Josh Thomson Continues Elusive Title Quest

Fightland Blog

By Dan Shapiro


One of the MMA’s most decorated lightweights, Josh Thomson is a timeless athlete, defying all who insist that mixed martial arts is a young man’s game. And despite enduring enough career setbacks and injuries for several lifetimes, Thomson is determined to finally earn a crack at promotional gold on Saturday, July 26, when he squares off against Bobby Green at UFC on FOX 12.

Josh Thomson is the complete package. A native of San Jose, California, Thomson is a former JUCO All-American wrestler and Strikeforce lightweight champion, a slick and scrappy submission artist with an arsenal of agile Muay Thai and striking techniques. But for all his career accolades and triumphs, it is a mix of injuries and bad timing that has marred Thomson’s legacy, preventing him from ever competing for the UFC 155-pound title.

Back in 2003, Thomson was on the fast track to MMA superstardom, knocking out Gerald Strebendt in his Octagon debut at UFC 44. Thomson seemed destined for glory in the aughts, but it was not meant to be, as Zuffa shelved the lightweight division for a time, from 2004–2006, forcing “The Punk” to flee, taking refuge in the Strikeforce promotion.

It was in the hexagon that Thomson fought his most legendary battles, including a championship trilogy with current UFC number-one contender Gilbert Melendez. It was also while with Strikeforce that Thomson fell victim to the injury bug, breaking his ankle and leg, also tearing ligaments twice, forcing the American Kickboxing Academy standout out of competition for 15 months.
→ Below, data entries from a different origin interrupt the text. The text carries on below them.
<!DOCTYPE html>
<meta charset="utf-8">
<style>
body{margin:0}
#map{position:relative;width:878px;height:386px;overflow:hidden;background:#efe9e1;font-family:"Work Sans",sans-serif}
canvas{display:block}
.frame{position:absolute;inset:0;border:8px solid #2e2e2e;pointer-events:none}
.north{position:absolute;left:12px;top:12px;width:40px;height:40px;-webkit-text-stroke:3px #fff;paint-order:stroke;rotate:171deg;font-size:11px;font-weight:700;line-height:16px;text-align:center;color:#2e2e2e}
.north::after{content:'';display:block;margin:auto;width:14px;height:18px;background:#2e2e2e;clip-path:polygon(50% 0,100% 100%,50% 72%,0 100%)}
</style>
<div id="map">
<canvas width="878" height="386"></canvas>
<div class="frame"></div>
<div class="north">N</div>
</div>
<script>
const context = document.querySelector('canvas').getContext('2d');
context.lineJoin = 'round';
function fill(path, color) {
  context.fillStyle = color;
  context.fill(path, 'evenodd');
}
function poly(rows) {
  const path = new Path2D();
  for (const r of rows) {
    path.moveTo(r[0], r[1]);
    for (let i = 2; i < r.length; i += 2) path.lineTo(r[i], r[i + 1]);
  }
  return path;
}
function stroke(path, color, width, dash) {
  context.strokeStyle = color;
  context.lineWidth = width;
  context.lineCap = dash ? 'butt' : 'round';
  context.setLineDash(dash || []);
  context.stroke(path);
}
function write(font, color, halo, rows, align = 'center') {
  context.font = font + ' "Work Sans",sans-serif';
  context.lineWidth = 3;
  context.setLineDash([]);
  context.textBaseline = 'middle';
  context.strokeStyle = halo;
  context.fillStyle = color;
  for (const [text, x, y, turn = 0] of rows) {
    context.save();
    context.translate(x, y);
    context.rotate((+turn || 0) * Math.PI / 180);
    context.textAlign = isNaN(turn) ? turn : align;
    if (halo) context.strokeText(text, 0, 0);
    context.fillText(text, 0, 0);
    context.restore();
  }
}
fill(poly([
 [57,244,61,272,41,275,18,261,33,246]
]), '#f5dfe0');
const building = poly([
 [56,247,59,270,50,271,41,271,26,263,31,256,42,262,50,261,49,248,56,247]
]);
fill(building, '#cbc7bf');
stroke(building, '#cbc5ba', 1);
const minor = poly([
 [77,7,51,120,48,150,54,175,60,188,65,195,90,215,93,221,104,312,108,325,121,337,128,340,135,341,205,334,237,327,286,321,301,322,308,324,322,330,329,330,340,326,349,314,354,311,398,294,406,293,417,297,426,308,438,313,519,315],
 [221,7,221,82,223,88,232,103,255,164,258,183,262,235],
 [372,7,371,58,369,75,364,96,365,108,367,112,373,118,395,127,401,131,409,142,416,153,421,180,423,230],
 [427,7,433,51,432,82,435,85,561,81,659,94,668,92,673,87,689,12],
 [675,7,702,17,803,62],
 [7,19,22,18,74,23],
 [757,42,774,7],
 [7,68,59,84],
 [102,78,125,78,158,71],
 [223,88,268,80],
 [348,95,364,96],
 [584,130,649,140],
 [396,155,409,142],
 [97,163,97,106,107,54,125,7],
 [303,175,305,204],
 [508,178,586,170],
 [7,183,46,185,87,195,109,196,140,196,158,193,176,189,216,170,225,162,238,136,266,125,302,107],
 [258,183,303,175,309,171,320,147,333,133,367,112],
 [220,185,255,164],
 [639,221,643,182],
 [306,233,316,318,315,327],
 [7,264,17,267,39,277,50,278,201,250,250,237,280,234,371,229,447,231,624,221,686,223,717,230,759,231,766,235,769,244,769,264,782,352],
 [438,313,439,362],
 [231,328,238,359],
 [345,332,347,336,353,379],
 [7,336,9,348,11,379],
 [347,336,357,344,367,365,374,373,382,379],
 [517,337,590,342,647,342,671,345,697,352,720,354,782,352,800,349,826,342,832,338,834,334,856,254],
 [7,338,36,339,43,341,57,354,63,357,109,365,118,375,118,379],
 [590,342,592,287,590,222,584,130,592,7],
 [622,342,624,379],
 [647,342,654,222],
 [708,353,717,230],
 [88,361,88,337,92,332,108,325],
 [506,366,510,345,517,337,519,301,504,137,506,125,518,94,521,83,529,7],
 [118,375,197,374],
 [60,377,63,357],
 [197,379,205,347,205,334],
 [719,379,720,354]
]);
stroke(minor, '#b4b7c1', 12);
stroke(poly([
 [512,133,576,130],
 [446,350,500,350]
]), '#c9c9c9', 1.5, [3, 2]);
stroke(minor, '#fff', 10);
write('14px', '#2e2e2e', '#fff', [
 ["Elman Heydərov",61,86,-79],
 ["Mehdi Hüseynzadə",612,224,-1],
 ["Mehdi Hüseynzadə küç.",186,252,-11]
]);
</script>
Thomson was never able to recapture the Strikeforce title after relinquishing the belt in December 2009. But when the promotion finally shuttered its doors in 2013, he was shipped back to the UFC, and to the back of a lengthy queue in the talent-rich 155-pound division, far, far away from the promised land of a prize he had coveted, by that point, for a decade.

Nearly ten years after his UFC debut, Josh Thomson found himself back in the Octagon, standing across from a highly touted Nate Diaz as a huge underdog. Thomson played his cards perfectly that April night, sticking to the perimeter, away from Diaz’s effective reach. And in the second frame, Thomson did the unthinkable, knocking out Diaz, a fighter who had never been stopped in UFC action, with a devastating head kick and a smattering of follow-up punches.
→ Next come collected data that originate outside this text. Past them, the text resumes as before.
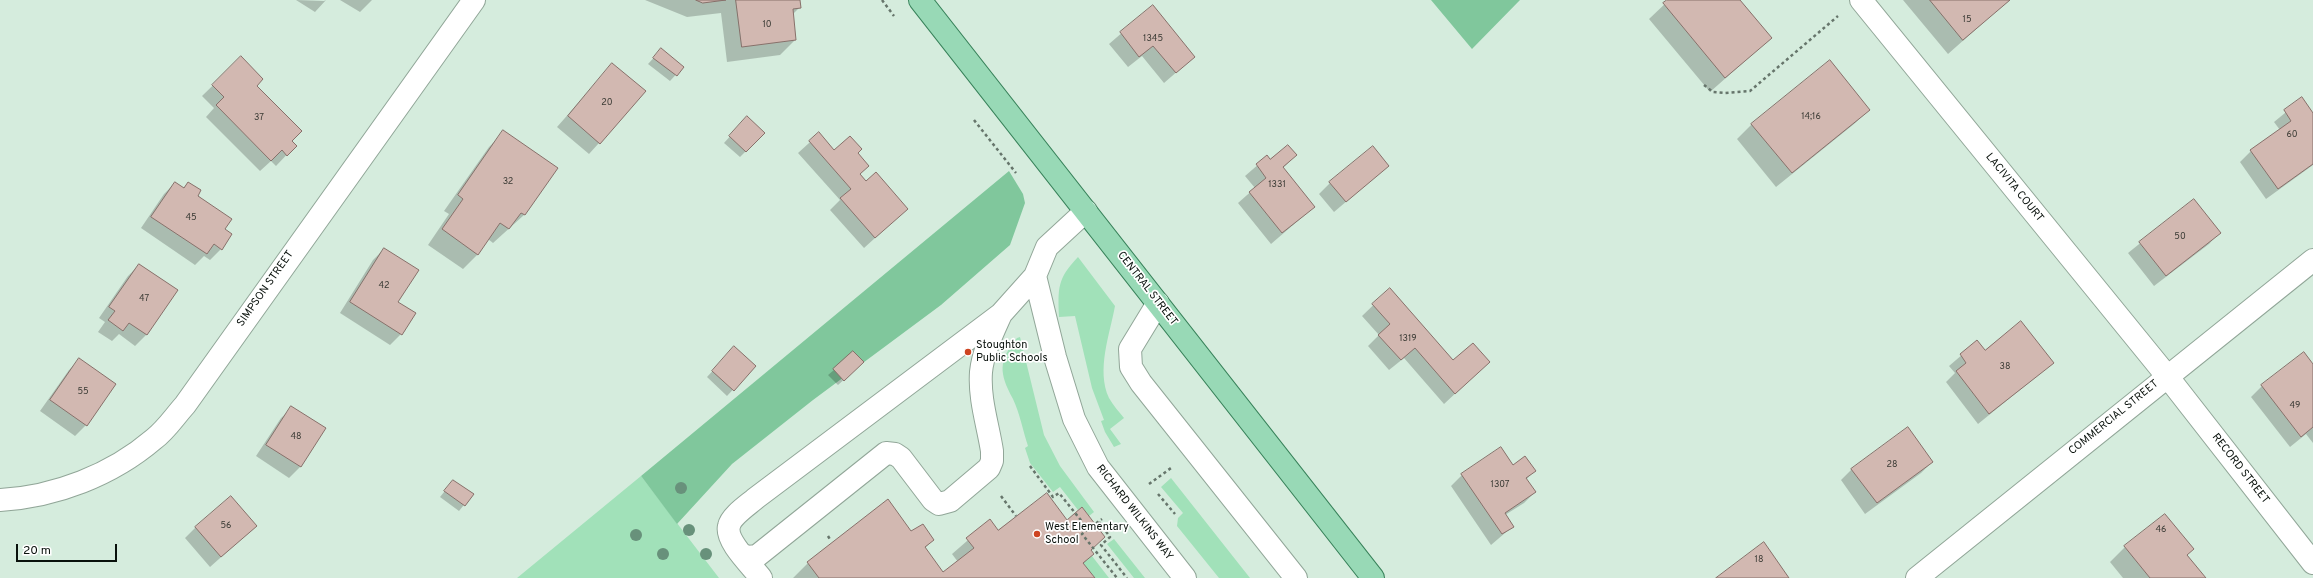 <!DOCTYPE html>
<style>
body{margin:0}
#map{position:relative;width:2313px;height:578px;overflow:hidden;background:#d5ecdd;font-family:Overpass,sans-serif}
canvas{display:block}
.scale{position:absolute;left:16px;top:544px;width:101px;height:18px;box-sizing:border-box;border:2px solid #09110c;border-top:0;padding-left:5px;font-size:12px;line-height:14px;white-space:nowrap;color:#09110c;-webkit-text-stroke:3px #fff;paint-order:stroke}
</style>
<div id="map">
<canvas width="2313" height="578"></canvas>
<div class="scale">20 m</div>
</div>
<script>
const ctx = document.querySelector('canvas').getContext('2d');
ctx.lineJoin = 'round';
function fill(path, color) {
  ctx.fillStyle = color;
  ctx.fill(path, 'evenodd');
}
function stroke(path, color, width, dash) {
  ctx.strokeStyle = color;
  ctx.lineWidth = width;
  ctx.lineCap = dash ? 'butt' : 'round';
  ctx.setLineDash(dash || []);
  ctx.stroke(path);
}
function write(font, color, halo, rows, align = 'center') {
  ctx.font = font + ' Overpass,sans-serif';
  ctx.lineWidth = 3.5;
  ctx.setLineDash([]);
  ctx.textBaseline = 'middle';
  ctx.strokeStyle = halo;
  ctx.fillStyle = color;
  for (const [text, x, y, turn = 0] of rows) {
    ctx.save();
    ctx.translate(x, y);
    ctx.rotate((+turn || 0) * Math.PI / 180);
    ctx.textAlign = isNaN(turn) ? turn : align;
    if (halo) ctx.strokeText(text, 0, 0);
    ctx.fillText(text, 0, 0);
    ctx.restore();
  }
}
fill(new Path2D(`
 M 1078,257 L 1115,306 C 1110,334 1096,370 1109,398 C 1113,405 1119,412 1124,418 L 1110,429 L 1121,444 L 1114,447 L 1105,432 L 1101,421 L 1104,420 L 1092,388 L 1075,316 L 1059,317 C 1058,288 1057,279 1078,257 Z
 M 1020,337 L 1044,435 L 1060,466 L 1094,512 L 1089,516 L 1082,507 L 1078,510 L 1060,487 L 1053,492 L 1030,463 L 1025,448 L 1028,446 C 1023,431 1020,414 1013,399 C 999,373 998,361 1017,338 Z
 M 641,476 L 719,578 L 517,578 Z
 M 1171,478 L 1250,578 L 1219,578 L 1177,526 L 1178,518 L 1183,513 L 1161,487 Z
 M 1114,539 L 1145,578 L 1134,578 L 1107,544 Z
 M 1092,556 L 1109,578 L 1095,578 L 1083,563 Z`), '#a1e1b9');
fill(new Path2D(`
 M 1431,0 L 1520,0 L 1472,49 Z
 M 1009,171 L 1023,194 L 1025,203 L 1010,245 L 941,305 L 813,400 L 732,464 L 677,524 L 641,476 Z`), '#80c79c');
fill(new Path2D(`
 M 296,0 L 324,1 L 326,0 L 315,12 Z
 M 340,0 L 372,0 L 360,12 Z
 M 645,0 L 799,0 L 800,7 L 792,15 L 795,40 L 780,55 L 727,62 L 721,13 L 687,17 Z
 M 1669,0 L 1739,0 L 1771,38 L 1710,92 L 1649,19 Z
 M 1903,0 L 2009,0 L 1948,54 Z
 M 1153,6 L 1194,57 L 1164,83 L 1142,56 L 1128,67 L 1109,44 Z
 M 661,50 L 683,67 L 670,81 L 648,64 Z
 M 241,58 L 255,86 L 295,146 L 276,166 L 271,161 L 260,171 L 206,117 L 214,108 L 202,96 Z
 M 602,76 L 599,143 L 589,154 L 557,127 Z
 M 2302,99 L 2313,115 L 2313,165 L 2266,199 L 2240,162 L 2251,151 L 2280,130 L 2274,122 Z
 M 1869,110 L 1854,124 L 1776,187 L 1737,139 L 1752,124 Z
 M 742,123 L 764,133 L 740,157 L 724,143 Z
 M 504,132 L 556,169 L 524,215 L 493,243 L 488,239 L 478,254 L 463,269 L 428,245 L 449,214 L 444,211 L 489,147 Z
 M 819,134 L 834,151 L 857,153 L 859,174 L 896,219 L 864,248 L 830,210 L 840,200 L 798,153 Z
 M 1296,155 L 1283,168 L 1314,207 L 1271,244 L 1238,203 L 1255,188 L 1245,176 L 1267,157 L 1270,161 Z
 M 1388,166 L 1334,212 L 1319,194 L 1330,183 Z
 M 175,183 L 183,188 L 189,183 L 224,229 L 221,249 L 210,260 L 204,256 L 195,265 L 141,228 L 164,194 Z
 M 2194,200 L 2219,233 L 2209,244 L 2154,286 L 2128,253 Z
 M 384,249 L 397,303 L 401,334 L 390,345 L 340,313 L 373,260 Z
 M 139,265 L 177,290 L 146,335 L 135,346 L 119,334 L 112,341 L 98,332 L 105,322 L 99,318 L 128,276 Z
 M 1390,289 L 1453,361 L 1489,362 L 1444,404 L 1404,358 L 1389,370 L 1368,346 L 1379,335 L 1362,316 Z
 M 1977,342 L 1984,351 L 2053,363 L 1978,424 L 1946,382 L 1955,373 L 1949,366 Z
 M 729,353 L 755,366 L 727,396 L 707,377 Z
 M 80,359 L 86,425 L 75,436 L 40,411 L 69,370 Z
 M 2313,366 L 2313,443 L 2306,434 L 2290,447 L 2251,397 L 2262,386 Z
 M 857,368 L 838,385 L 828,375 L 834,370 Z
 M 292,408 L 324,429 L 300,467 L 289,478 L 256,456 L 281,418 Z
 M 1932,462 L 1921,473 L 1865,514 L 1841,480 L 1852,469 Z
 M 1513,466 L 1534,471 L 1526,480 L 1535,492 L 1524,503 L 1505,515 L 1512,527 L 1491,545 L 1451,486 L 1462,475 Z
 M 453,481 L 472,495 L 459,511 L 440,497 Z
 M 888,501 L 911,533 L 933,540 L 925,548 L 943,574 L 958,562 L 952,554 L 990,521 L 998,531 L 1090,551 L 1093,554 L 1083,564 L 1093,578 L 793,578 L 808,563 Z
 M 256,526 L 210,567 L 185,538 L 196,527 Z
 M 2125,547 L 2187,555 L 2205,578 L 2123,578 L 2110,562 Z`), '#0003');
const building = new Path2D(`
 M 696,0 L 726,0 L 703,3 Z
 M 736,0 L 800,0 L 801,8 L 793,9 L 796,40 L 742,47 Z
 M 1667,0 L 1740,0 L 1772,38 L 1725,78 L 1663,3 Z
 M 1930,0 L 2010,0 L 1963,40 Z
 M 1153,5 L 1195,57 L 1176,73 L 1153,46 L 1139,57 L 1120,32 Z
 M 661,48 L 684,67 L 677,76 L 653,58 Z
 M 241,56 L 263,79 L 257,86 L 302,131 L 292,141 L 297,146 L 287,156 L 282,150 L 271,161 L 216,105 L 224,97 L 212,85 Z
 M 1830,60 L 1870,110 L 1792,173 L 1751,124 Z
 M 612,63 L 646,91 L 600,144 L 568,116 Z
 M 2302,97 L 2313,113 L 2313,164 L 2278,189 L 2250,150 L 2291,121 L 2284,110 Z
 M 747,116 L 765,133 L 746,152 L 729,136 Z
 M 503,130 L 558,168 L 525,215 L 521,213 L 509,229 L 500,223 L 478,255 L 442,229 L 463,199 L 458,195 Z
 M 819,132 L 834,150 L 850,136 L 862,149 L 858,153 L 869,166 L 860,174 L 866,181 L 876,172 L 908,209 L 875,238 L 840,198 L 851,189 L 809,141 Z
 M 1288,145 L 1297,155 L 1283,167 L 1315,207 L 1282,233 L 1249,192 L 1266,178 L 1256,164 L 1267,155 L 1270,159 Z
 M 1373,146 L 1389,166 L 1346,202 L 1329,182 Z
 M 175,182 L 184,188 L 188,182 L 201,190 L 198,196 L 232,219 L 225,229 L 232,234 L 222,250 L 214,244 L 207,254 L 151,217 Z
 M 2194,199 L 2221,233 L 2166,276 L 2139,242 Z
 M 384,248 L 419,270 L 398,302 L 416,313 L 402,335 L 350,302 Z
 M 139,264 L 178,290 L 147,335 L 129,323 L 123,331 L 108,320 L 115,311 L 109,307 Z
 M 1390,288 L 1453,360 L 1473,343 L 1490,362 L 1455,394 L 1415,348 L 1401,360 L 1378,335 L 1390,324 L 1372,304 Z
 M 2021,321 L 2054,363 L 1989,414 L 1956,371 L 1966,363 L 1960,354 L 1977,340 L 1985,350 Z
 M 734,346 L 756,366 L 734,391 L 712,371 Z
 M 853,351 L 864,362 L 844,381 L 833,369 Z
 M 2304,352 L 2313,364 L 2313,427 L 2301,437 L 2261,385 Z
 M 79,358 L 116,384 L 87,426 L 50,400 Z
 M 291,406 L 326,428 L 301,467 L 266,445 Z
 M 1908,427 L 1933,462 L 1877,503 L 1851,469 Z
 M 1501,447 L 1513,465 L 1525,456 L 1536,471 L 1526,478 L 1536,492 L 1505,513 L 1514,527 L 1502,534 L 1461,474 Z
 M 453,480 L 474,494 L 465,506 L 444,491 Z
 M 1047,493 L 1067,520 L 1082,507 L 1105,537 L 1091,550 L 1094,554 L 1083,563 L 1095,578 L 819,578 L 807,562 L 888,499 L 911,531 L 923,524 L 934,540 L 925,547 L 943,572 L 974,548 L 966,538 L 990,519 L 998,530 Z
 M 231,496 L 257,526 L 221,557 L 195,527 Z
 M 2165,514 L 2194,549 L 2187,555 L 2206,578 L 2150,578 L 2124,546 Z
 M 1764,542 L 1789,578 L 1716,578 Z`);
fill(building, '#d2b8b1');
stroke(building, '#87706a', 1);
const minor = new Path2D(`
 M 1861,0 L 2167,376 L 2313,563
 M 1086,211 L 1047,247 L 1035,276 L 1055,357 L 1074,419 L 1098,467 L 1185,578
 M 1158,303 L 1130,349 L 1131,367 L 1141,383 L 1296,578
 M 0,500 C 55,497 112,475 154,439 C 166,430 175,416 185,405 L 474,0
 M 743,555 L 748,557 L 757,556 L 886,453 L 895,454 L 901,458 L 933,500 L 939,504 L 950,501 L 989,468 L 992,461 L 992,451 C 988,425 979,399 981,372 C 983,352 993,332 1001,314
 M 761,578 C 752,566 725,541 729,526 C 731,516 748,505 756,498 L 1001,314 L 1035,276
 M 1917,578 L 2313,260`);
const major = new Path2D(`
 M 920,0 L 1373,578`);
stroke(minor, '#91a698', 24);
stroke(major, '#39835b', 24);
stroke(new Path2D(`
 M 882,0 L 894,16
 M 1704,85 L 1713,92 L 1725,93 L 1750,91 L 1838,16
 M 974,120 L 1016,173
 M 1030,466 L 1053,497 L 1059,493 L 1088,529 L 1102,519
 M 1149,484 L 1171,468
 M 1158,494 L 1175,514
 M 1001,496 L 1016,516
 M 1099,522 L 1110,537 L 1101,545 L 1127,578
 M 1088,529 L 1082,534 L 1117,578
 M 828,536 L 831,541`), '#66756b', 2.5, [3, 3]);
stroke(minor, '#fff', 22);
stroke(major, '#98d9b6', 22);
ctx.fillStyle = '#68917b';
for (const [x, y] of [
 [681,488],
 [689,530],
 [636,535],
 [663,554],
 [706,554]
]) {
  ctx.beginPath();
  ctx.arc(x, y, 6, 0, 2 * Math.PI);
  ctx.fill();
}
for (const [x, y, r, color] of [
 [968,352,4,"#ce4421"],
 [1037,534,4,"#ce4421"]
]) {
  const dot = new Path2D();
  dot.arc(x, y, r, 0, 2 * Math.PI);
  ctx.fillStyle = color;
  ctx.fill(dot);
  stroke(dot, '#fff', 1.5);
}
write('9px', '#3b3b35', null, [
 ["15",1967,20],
 ["10",767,25],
 ["1345",1153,39],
 ["20",607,103],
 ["14;16",1811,117],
 ["37",259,118],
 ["60",2292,135],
 ["32",508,182],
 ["1331",1277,185],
 ["45",191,218],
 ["50",2180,237],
 ["42",384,286],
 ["47",144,299],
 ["1319",1408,339],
 ["38",2005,367],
 ["55",83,392],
 ["49",2295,406],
 ["48",296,437],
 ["28",1892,465],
 ["1307",1500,485],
 ["56",226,526],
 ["46",2161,530],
 ["18",1759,560]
]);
write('11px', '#09110c', '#fff', [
 ["LACIVITA COURT",2014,188,51],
 ["SIMPSON STREET",266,289,-55],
 ["CENTRAL STREET",1147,289,52],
 ["COMMERCIAL STREET",2114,418,-39],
 ["RECORD STREET",2240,469,52],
 ["RICHARD WILKINS WAY",1134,513,52]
]);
write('11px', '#09110c', '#fff', [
 ["Stoughton",976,346],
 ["Public Schools",976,359],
 ["West Elementary",1045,528],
 ["School",1045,541]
], 'left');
</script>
The victory was sweet, and suddenly Thomson’s name was being thrown around as a possible suitor to the belt, which had just landed around Anthony Pettis’s waist.

Shortly thereafter, in September 2013, Thomson was officially offered a bout against Pettis. But again, it was injury that caused a major setback, although on this occasion, Thomson was physically fine. Rather it was Pettis who sustained a torn PCL, forcing Thomson to accept a headlining, non-title affair with Benson Henderson.

Breaking his hand and injuring his thumb early in the five-round bout with Henderson, Thomson relied on his crafty groundwork to take his opponent’s back on several occasions. Thomson controlled much of the match, taking Henderson down, powering through the fracture. And while a win would have certainly catapulted Thomson into a title shot, he dropped a contentious split decision, prompting talk of pending retirement.

At 35, Thomson seemed reasonable to consider stepping away from competition. Discouraged by the result of his contest with Henderson (which many believe he won), Thomson managed to find himself further from the belt, while the champ continued to rehab. Even his all-time greatest rival, Melendez, managed to lawyer his way into a second UFC title shot in less than two years, making the chasm between Thomson and the lightweight title even wider.

And despite the injuries, despite the bad luck and poor timing, Josh Thomson is as relevant as he’s ever been, on the outside and looking in, but still not too far from being granted a title shot. He will need to look impressive against Green, an equally experienced veteran and former Strikeforce mainstay. Thomson will also most likely need a second signature Octagon victory, perhaps even a date with Donald Cerrone to determine who will meet the winner of Pettis and Melendez.

At this point there really is no guarantee that Thomson will ever get his title shot. But there is no doubt that “The Punk” will go out swinging, just for the chance to fight for MMA’s most coveted prize.